▸ **Exercise instructions**
Look through the entries below. Say how many lines include "controls", with nothing added.

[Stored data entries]
= = =

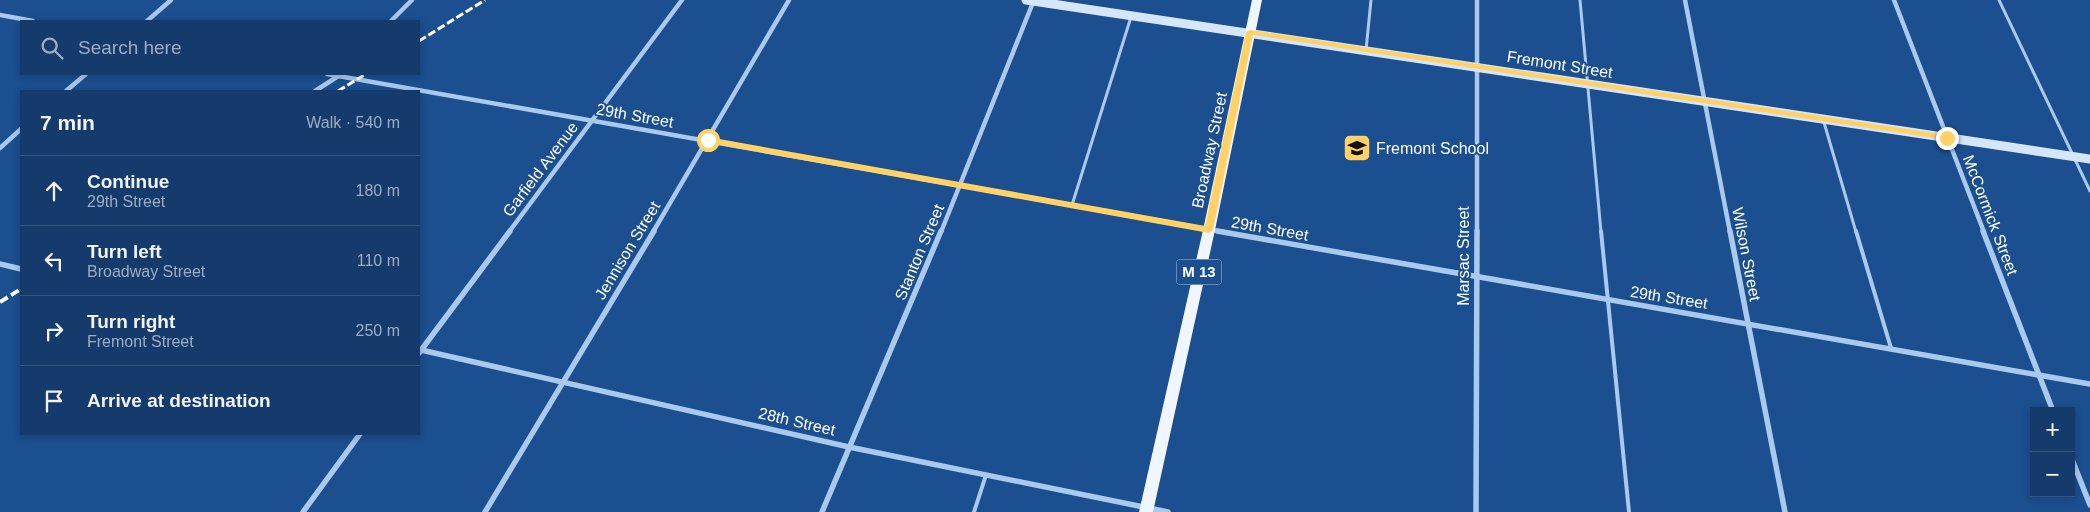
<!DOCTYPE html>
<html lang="en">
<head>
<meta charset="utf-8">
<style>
	:root { --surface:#143b6b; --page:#214673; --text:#f1f3f6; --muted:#9dadc1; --line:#33557e }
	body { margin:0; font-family:Helvetica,sans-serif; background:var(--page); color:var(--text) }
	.controls { position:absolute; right:15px; bottom:15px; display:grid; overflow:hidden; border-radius:0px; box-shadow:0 2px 8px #0003 }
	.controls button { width:45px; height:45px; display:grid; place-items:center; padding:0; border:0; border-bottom:1px solid var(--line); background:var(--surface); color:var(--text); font:25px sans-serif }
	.stop { position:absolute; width:15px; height:15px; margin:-11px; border:4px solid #ffd166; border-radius:50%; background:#fff }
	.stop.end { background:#ffd166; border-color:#fff; box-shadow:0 1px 5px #0008 }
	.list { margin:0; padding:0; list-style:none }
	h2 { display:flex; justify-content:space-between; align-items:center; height:65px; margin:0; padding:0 20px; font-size:21px }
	h2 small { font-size:16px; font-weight:400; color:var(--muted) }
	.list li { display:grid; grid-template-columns:32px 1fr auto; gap:15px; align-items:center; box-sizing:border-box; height:70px; padding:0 20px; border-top:1px solid var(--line) }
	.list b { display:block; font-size:19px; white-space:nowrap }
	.list p { margin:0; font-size:16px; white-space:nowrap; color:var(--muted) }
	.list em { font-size:16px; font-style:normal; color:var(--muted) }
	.icon { flex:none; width:28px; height:28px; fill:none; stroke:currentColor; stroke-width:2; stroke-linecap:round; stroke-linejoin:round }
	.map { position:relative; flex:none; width:2090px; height:512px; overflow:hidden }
	.search { position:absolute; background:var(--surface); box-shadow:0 2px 8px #0003; left:20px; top:20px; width:400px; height:55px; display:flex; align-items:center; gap:12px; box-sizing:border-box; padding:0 18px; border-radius:0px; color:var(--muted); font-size:19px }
	.panel { position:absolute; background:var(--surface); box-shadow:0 2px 8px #0003; left:20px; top:90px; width:400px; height:345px; border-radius:0px }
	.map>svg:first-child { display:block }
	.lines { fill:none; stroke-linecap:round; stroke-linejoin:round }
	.lane-far1 { stroke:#a9c9ee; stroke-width:3 }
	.lane { stroke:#a9c9ee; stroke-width:4 }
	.street-far1 { stroke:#a9c9ee; stroke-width:4.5 }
	.street { stroke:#a9c9ee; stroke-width:5.5 }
	.secondary { stroke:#d6e6fa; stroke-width:9 }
	.primary { fill:#f0f6ff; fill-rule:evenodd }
	.rail-far1 { stroke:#fff; stroke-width:3; stroke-dasharray:8 3; stroke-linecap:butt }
	.rail { stroke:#fff; stroke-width:4; stroke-dasharray:9 4; stroke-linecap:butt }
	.route { fill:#ffd166 }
	.labels { text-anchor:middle; stroke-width:4; stroke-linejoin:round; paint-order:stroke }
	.shield { fill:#1b4f8f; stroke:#bbcadd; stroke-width:1 }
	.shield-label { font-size:15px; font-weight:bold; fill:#fff }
	.street-label { font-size:16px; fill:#fff; stroke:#1b4f8f }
	.poi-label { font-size:16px; fill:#fff; stroke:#1b4f8f; text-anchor:start }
</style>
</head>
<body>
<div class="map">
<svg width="2090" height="512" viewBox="0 0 2090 512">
	<rect width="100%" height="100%" fill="#1b4f8f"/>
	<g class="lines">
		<g class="lane-far1">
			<polyline points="1580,0 1601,232"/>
			<polyline points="1999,0 2090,191"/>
			<polyline points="1366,50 1371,0"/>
			<polyline points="1823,119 1856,232"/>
			<polyline points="1072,205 1131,17"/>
		</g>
		<g class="lane">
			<polyline points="1601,231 1629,512"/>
			<polyline points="1856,231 1891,348"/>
			<polyline points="974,512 986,475"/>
		</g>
		<g class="street-far1">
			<polyline points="1685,0 1730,232"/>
			<polyline points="1894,0 1984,232"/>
			<polyline points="0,15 33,21"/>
			<polyline points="147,21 171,0"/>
			<polyline points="391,21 412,0"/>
			<polyline points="327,74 1224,232"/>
			<polyline points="66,91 86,74"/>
			<polyline points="315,91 340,75"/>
			<polyline points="0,148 21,129"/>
			<polyline points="509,232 682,0"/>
			<polyline points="653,232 789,0"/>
			<polyline points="941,232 1034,0"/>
			<polyline points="1477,232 1477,0"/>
		</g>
		<g class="street">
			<polyline points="1217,231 2090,384"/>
			<polyline points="1730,231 1785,512"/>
			<polyline points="1983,231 2053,411"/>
			<polyline points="0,264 21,269"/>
			<polyline points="421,350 849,447 1168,512"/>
			<polyline points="419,353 510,231"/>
			<polyline points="2071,457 2090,505"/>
			<polyline points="303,512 360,434"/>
			<polyline points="485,512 654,231"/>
			<polyline points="822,512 941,231"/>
			<polyline points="1476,512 1477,231"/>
		</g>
		<polyline class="secondary" points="1026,0 2090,159"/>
		<polygon class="primary" points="1252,0 1262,0 1215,230 1153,512 1139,512 1203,230"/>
		<g class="rail-far1">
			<polyline points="419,41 485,0"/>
			<polyline points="338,91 366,74"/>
		</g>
		<polyline class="rail" points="0,302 21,289"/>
	</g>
	<polygon class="route" points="1250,30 1947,135 1950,138 1947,140 1253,35 1213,230 1209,233 708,143 704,140 708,137 1205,226 1246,32"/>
	<defs>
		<g id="school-square" transform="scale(1.4375)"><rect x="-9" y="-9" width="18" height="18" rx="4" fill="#ffd166" stroke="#1b4f8f"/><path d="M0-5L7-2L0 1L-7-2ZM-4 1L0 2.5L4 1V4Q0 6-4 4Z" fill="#111"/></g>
	</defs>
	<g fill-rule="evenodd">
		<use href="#school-square" x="1357" y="148"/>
	</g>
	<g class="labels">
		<rect class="shield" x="1176.5" y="259.5" width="45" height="25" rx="4"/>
		<g class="shield-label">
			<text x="1199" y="277">M 13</text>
		</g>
		<g class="street-label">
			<text transform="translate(1560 64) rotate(9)" y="6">Fremont Street</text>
			<text transform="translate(635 115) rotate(10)" y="6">29th Street</text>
			<text transform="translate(1209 150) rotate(-78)" y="6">Broadway Street</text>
			<text transform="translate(540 169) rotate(-53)" y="6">Garfield Avenue</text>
			<text transform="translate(1991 215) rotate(69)" y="6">McCormick Street</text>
			<text transform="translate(1270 228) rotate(10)" y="6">29th Street</text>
			<text transform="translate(627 250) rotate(-59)" y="6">Jennison Street</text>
			<text transform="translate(919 252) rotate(-67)" y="6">Stanton Street</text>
			<text transform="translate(1747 254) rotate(79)" y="6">Wilson Street</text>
			<text transform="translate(1463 256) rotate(-90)" y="6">Marsac Street</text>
			<text transform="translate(1669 297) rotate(9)" y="6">29th Street</text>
			<text transform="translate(797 421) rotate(13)" y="6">28th Street</text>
		</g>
		<g class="poi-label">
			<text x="1376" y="154">Fremont School</text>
		</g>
	</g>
</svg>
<div class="controls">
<button>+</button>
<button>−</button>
</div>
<div class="stop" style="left:708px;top:140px"></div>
<div class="stop end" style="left:1947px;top:138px"></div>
<div class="search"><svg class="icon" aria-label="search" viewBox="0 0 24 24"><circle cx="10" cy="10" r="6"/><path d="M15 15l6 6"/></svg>Search here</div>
<section class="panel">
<h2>7 min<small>Walk · 540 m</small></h2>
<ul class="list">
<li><svg class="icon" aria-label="ahead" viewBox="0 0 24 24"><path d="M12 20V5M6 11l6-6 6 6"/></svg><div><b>Continue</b><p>29th Street</p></div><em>180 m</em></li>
<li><svg class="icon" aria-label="left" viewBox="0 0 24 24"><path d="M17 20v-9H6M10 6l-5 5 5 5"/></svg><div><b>Turn left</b><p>Broadway Street</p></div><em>110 m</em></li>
<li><svg class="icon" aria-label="right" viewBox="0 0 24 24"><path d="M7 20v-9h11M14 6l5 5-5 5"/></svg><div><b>Turn right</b><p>Fremont Street</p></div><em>250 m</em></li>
<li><svg class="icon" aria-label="arrive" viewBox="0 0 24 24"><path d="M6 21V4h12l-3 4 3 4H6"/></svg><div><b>Arrive at destination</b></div></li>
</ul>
</section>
</div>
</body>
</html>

= = =

▸ **Response to this exercise**
3